Stored data
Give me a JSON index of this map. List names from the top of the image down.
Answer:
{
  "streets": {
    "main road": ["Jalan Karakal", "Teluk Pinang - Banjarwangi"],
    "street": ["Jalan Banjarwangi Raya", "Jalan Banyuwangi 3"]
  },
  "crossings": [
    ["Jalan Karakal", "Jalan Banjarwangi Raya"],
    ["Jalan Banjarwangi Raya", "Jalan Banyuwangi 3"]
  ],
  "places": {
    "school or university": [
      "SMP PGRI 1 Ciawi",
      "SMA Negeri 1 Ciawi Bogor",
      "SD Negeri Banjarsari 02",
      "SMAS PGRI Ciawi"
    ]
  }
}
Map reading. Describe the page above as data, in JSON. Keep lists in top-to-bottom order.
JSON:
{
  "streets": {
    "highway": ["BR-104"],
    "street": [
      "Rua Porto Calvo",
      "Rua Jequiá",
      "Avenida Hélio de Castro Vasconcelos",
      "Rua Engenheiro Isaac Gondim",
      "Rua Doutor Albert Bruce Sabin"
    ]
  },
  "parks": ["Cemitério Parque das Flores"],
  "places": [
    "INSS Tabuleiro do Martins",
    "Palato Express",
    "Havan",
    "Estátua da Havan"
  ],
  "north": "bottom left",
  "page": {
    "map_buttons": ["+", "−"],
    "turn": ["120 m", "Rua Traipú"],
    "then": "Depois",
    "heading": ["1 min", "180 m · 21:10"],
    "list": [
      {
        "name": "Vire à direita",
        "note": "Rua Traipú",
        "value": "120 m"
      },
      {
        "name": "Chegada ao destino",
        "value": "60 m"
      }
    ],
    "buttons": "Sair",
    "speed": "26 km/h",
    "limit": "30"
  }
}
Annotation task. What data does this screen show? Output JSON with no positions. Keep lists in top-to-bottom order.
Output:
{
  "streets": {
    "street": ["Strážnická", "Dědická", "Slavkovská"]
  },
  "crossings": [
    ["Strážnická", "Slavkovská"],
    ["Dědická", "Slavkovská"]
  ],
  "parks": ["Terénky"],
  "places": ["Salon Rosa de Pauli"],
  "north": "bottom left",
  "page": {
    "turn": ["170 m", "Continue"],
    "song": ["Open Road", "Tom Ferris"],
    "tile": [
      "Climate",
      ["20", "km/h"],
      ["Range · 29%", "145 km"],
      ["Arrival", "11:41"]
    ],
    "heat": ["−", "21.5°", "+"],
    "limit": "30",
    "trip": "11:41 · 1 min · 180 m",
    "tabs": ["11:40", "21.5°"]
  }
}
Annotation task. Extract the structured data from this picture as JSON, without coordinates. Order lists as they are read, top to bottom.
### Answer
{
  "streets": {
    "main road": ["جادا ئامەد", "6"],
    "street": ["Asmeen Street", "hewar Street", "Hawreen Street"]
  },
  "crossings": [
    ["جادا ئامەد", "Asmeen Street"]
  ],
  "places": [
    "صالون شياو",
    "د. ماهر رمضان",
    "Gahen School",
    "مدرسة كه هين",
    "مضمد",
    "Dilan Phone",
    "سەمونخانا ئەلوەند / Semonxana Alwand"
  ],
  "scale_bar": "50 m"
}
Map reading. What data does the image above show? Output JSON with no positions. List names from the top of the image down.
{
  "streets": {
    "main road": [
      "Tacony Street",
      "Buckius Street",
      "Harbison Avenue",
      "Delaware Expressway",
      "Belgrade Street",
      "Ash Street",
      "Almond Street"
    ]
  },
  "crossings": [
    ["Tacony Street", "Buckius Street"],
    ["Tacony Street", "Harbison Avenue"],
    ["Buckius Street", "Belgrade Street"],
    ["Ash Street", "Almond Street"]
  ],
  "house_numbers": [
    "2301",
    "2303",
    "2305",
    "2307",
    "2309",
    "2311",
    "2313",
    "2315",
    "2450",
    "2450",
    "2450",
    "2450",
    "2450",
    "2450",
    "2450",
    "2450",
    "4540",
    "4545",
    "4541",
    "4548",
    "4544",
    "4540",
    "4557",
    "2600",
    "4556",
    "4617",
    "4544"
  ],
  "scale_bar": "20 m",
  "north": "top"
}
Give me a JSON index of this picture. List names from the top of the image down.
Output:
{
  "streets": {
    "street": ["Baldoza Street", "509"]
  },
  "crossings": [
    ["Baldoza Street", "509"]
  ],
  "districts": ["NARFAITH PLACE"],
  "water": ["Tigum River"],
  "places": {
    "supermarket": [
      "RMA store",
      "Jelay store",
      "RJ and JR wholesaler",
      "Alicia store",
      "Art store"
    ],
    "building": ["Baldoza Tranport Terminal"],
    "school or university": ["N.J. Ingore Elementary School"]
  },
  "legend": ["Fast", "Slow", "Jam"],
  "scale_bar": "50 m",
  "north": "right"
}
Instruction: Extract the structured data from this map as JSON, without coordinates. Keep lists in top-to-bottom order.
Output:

• Activity
Among the lines of the data above, count those holding "Keep" and state only the number.

• Task solution
3